*** Opening Exercise inputs ***
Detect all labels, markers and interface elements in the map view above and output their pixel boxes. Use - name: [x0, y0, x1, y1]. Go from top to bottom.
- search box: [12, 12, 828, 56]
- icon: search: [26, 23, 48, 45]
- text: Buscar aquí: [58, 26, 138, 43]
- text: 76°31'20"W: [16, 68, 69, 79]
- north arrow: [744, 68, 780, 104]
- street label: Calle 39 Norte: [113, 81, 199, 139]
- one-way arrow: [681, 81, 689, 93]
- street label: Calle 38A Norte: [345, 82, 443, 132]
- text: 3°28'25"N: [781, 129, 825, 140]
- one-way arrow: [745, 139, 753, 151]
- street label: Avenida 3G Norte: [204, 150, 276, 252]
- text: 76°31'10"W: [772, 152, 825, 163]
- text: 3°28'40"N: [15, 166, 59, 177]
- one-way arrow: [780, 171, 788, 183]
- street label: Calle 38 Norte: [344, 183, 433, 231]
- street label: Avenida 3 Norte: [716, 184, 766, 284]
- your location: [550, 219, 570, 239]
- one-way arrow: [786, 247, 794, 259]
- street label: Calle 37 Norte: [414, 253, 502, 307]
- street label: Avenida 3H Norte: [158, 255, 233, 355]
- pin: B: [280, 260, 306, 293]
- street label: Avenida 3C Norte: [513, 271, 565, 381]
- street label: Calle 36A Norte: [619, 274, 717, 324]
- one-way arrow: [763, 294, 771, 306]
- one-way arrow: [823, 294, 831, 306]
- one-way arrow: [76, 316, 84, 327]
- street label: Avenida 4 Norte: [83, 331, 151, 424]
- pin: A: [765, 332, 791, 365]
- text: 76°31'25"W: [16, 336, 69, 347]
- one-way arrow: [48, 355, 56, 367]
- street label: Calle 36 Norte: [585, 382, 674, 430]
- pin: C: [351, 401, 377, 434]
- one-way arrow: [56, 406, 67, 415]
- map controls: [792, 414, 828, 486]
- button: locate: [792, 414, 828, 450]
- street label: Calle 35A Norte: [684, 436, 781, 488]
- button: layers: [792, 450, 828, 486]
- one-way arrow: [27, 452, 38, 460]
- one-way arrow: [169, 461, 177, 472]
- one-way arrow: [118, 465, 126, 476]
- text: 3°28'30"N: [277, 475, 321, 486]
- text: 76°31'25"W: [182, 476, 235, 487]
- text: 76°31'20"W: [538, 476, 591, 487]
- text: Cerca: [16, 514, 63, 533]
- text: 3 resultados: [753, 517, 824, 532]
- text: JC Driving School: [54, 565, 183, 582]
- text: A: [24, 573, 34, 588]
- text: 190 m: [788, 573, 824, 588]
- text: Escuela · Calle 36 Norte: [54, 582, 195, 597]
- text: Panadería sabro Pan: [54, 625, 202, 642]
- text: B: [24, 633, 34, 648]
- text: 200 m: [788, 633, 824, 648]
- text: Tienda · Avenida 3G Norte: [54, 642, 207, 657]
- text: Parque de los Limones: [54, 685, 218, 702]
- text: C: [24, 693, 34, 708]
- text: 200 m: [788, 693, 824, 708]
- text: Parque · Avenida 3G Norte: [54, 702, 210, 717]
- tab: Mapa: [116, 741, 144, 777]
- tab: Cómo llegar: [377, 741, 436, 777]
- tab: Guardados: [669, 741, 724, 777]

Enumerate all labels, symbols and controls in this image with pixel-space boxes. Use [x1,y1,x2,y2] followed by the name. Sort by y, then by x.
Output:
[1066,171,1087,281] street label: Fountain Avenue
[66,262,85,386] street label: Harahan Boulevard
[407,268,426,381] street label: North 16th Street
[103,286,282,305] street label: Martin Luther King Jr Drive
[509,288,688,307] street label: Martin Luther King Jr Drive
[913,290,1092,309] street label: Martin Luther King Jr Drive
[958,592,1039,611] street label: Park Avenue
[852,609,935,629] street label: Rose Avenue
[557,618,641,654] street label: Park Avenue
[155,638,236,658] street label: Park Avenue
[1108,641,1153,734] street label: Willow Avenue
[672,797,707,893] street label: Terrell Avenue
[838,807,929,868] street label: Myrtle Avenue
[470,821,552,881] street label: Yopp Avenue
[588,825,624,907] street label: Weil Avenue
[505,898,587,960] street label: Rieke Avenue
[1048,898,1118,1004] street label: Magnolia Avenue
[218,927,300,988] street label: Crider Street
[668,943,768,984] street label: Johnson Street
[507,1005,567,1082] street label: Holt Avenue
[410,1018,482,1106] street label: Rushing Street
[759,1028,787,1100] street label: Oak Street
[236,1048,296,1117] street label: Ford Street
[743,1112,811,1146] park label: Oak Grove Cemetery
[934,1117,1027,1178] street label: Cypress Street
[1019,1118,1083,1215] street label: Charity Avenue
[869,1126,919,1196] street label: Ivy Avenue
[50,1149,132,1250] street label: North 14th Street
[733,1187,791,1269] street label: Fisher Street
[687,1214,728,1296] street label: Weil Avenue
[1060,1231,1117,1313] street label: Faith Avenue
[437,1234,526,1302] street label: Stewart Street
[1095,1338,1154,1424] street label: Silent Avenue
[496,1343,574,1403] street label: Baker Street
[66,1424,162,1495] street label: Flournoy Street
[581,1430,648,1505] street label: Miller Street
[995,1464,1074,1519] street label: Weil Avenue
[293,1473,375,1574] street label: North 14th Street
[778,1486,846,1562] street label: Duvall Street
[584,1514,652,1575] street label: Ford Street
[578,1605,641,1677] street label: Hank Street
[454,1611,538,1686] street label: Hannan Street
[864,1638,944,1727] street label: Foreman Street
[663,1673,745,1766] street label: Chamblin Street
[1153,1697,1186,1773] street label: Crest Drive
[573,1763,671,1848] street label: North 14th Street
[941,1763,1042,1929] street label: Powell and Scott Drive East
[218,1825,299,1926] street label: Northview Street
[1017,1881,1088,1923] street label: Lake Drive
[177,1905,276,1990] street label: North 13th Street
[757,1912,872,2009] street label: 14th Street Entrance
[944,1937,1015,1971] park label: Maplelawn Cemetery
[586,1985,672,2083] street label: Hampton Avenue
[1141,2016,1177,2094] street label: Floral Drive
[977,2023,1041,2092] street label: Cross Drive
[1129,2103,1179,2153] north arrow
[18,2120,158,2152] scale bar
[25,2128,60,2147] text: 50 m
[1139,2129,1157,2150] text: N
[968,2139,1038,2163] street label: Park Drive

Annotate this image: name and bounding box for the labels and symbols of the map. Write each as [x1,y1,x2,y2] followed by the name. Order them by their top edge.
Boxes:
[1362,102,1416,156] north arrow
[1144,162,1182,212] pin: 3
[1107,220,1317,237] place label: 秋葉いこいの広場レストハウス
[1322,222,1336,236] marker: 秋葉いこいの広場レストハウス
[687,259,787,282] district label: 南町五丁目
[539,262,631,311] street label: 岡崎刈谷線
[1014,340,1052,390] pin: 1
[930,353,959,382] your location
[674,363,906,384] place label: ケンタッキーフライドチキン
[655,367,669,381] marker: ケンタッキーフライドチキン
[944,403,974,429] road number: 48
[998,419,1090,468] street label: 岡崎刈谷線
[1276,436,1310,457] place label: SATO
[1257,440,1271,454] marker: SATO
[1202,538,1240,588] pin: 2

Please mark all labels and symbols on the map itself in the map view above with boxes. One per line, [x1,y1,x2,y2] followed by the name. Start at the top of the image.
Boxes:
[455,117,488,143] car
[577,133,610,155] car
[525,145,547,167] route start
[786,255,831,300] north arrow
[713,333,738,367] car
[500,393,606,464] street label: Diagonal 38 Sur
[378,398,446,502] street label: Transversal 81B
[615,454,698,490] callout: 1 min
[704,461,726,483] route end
*** Closing Exercise inputs ***
§ **Work order**
Start to finish, copy the records above with no differences.

§ **Answer area**
Detect all labels, markers and interface elements in the map view above and output their pixel boxes. Use - name: [x0, y0, x1, y1]. Go from top to bottom.
- search box: [12, 12, 828, 56]
- icon: search: [26, 23, 48, 45]
- text: Buscar aquí: [58, 26, 138, 43]
- text: 76°31'20"W: [16, 68, 69, 79]
- north arrow: [744, 68, 780, 104]
- street label: Calle 39 Norte: [113, 81, 199, 139]
- one-way arrow: [681, 81, 689, 93]
- street label: Calle 38A Norte: [345, 82, 443, 132]
- text: 3°28'25"N: [781, 129, 825, 140]
- one-way arrow: [745, 139, 753, 151]
- street label: Avenida 3G Norte: [204, 150, 276, 252]
- text: 76°31'10"W: [772, 152, 825, 163]
- text: 3°28'40"N: [15, 166, 59, 177]
- one-way arrow: [780, 171, 788, 183]
- street label: Calle 38 Norte: [344, 183, 433, 231]
- street label: Avenida 3 Norte: [716, 184, 766, 284]
- your location: [550, 219, 570, 239]
- one-way arrow: [786, 247, 794, 259]
- street label: Calle 37 Norte: [414, 253, 502, 307]
- street label: Avenida 3H Norte: [158, 255, 233, 355]
- pin: B: [280, 260, 306, 293]
- street label: Avenida 3C Norte: [513, 271, 565, 381]
- street label: Calle 36A Norte: [619, 274, 717, 324]
- one-way arrow: [763, 294, 771, 306]
- one-way arrow: [823, 294, 831, 306]
- one-way arrow: [76, 316, 84, 327]
- street label: Avenida 4 Norte: [83, 331, 151, 424]
- pin: A: [765, 332, 791, 365]
- text: 76°31'25"W: [16, 336, 69, 347]
- one-way arrow: [48, 355, 56, 367]
- street label: Calle 36 Norte: [585, 382, 674, 430]
- pin: C: [351, 401, 377, 434]
- one-way arrow: [56, 406, 67, 415]
- map controls: [792, 414, 828, 486]
- button: locate: [792, 414, 828, 450]
- street label: Calle 35A Norte: [684, 436, 781, 488]
- button: layers: [792, 450, 828, 486]
- one-way arrow: [27, 452, 38, 460]
- one-way arrow: [169, 461, 177, 472]
- one-way arrow: [118, 465, 126, 476]
- text: 3°28'30"N: [277, 475, 321, 486]
- text: 76°31'25"W: [182, 476, 235, 487]
- text: 76°31'20"W: [538, 476, 591, 487]
- text: Cerca: [16, 514, 63, 533]
- text: 3 resultados: [753, 517, 824, 532]
- text: JC Driving School: [54, 565, 183, 582]
- text: A: [24, 573, 34, 588]
- text: 190 m: [788, 573, 824, 588]
- text: Escuela · Calle 36 Norte: [54, 582, 195, 597]
- text: Panadería sabro Pan: [54, 625, 202, 642]
- text: B: [24, 633, 34, 648]
- text: 200 m: [788, 633, 824, 648]
- text: Tienda · Avenida 3G Norte: [54, 642, 207, 657]
- text: Parque de los Limones: [54, 685, 218, 702]
- text: C: [24, 693, 34, 708]
- text: 200 m: [788, 693, 824, 708]
- text: Parque · Avenida 3G Norte: [54, 702, 210, 717]
- tab: Mapa: [116, 741, 144, 777]
- tab: Cómo llegar: [377, 741, 436, 777]
- tab: Guardados: [669, 741, 724, 777]

Enumerate all labels, symbols and controls in this image with pixel-space boxes. Use [x1,y1,x2,y2] followed by the name. Sort by y, then by x.
Output:
[1066,171,1087,281] street label: Fountain Avenue
[66,262,85,386] street label: Harahan Boulevard
[407,268,426,381] street label: North 16th Street
[103,286,282,305] street label: Martin Luther King Jr Drive
[509,288,688,307] street label: Martin Luther King Jr Drive
[913,290,1092,309] street label: Martin Luther King Jr Drive
[958,592,1039,611] street label: Park Avenue
[852,609,935,629] street label: Rose Avenue
[557,618,641,654] street label: Park Avenue
[155,638,236,658] street label: Park Avenue
[1108,641,1153,734] street label: Willow Avenue
[672,797,707,893] street label: Terrell Avenue
[838,807,929,868] street label: Myrtle Avenue
[470,821,552,881] street label: Yopp Avenue
[588,825,624,907] street label: Weil Avenue
[505,898,587,960] street label: Rieke Avenue
[1048,898,1118,1004] street label: Magnolia Avenue
[218,927,300,988] street label: Crider Street
[668,943,768,984] street label: Johnson Street
[507,1005,567,1082] street label: Holt Avenue
[410,1018,482,1106] street label: Rushing Street
[759,1028,787,1100] street label: Oak Street
[236,1048,296,1117] street label: Ford Street
[743,1112,811,1146] park label: Oak Grove Cemetery
[934,1117,1027,1178] street label: Cypress Street
[1019,1118,1083,1215] street label: Charity Avenue
[869,1126,919,1196] street label: Ivy Avenue
[50,1149,132,1250] street label: North 14th Street
[733,1187,791,1269] street label: Fisher Street
[687,1214,728,1296] street label: Weil Avenue
[1060,1231,1117,1313] street label: Faith Avenue
[437,1234,526,1302] street label: Stewart Street
[1095,1338,1154,1424] street label: Silent Avenue
[496,1343,574,1403] street label: Baker Street
[66,1424,162,1495] street label: Flournoy Street
[581,1430,648,1505] street label: Miller Street
[995,1464,1074,1519] street label: Weil Avenue
[293,1473,375,1574] street label: North 14th Street
[778,1486,846,1562] street label: Duvall Street
[584,1514,652,1575] street label: Ford Street
[578,1605,641,1677] street label: Hank Street
[454,1611,538,1686] street label: Hannan Street
[864,1638,944,1727] street label: Foreman Street
[663,1673,745,1766] street label: Chamblin Street
[1153,1697,1186,1773] street label: Crest Drive
[573,1763,671,1848] street label: North 14th Street
[941,1763,1042,1929] street label: Powell and Scott Drive East
[218,1825,299,1926] street label: Northview Street
[1017,1881,1088,1923] street label: Lake Drive
[177,1905,276,1990] street label: North 13th Street
[757,1912,872,2009] street label: 14th Street Entrance
[944,1937,1015,1971] park label: Maplelawn Cemetery
[586,1985,672,2083] street label: Hampton Avenue
[1141,2016,1177,2094] street label: Floral Drive
[977,2023,1041,2092] street label: Cross Drive
[1129,2103,1179,2153] north arrow
[18,2120,158,2152] scale bar
[25,2128,60,2147] text: 50 m
[1139,2129,1157,2150] text: N
[968,2139,1038,2163] street label: Park Drive

Annotate this image: name and bounding box for the labels and symbols of the map. Write each as [x1,y1,x2,y2] followed by the name. Order them by their top edge.
Boxes:
[1362,102,1416,156] north arrow
[1144,162,1182,212] pin: 3
[1107,220,1317,237] place label: 秋葉いこいの広場レストハウス
[1322,222,1336,236] marker: 秋葉いこいの広場レストハウス
[687,259,787,282] district label: 南町五丁目
[539,262,631,311] street label: 岡崎刈谷線
[1014,340,1052,390] pin: 1
[930,353,959,382] your location
[674,363,906,384] place label: ケンタッキーフライドチキン
[655,367,669,381] marker: ケンタッキーフライドチキン
[944,403,974,429] road number: 48
[998,419,1090,468] street label: 岡崎刈谷線
[1276,436,1310,457] place label: SATO
[1257,440,1271,454] marker: SATO
[1202,538,1240,588] pin: 2

Please mark all labels and symbols on the map itself in the map view above with boxes. One per line, [x1,y1,x2,y2] followed by the name. Start at the top of the image.
Boxes:
[455,117,488,143] car
[577,133,610,155] car
[525,145,547,167] route start
[786,255,831,300] north arrow
[713,333,738,367] car
[500,393,606,464] street label: Diagonal 38 Sur
[378,398,446,502] street label: Transversal 81B
[615,454,698,490] callout: 1 min
[704,461,726,483] route end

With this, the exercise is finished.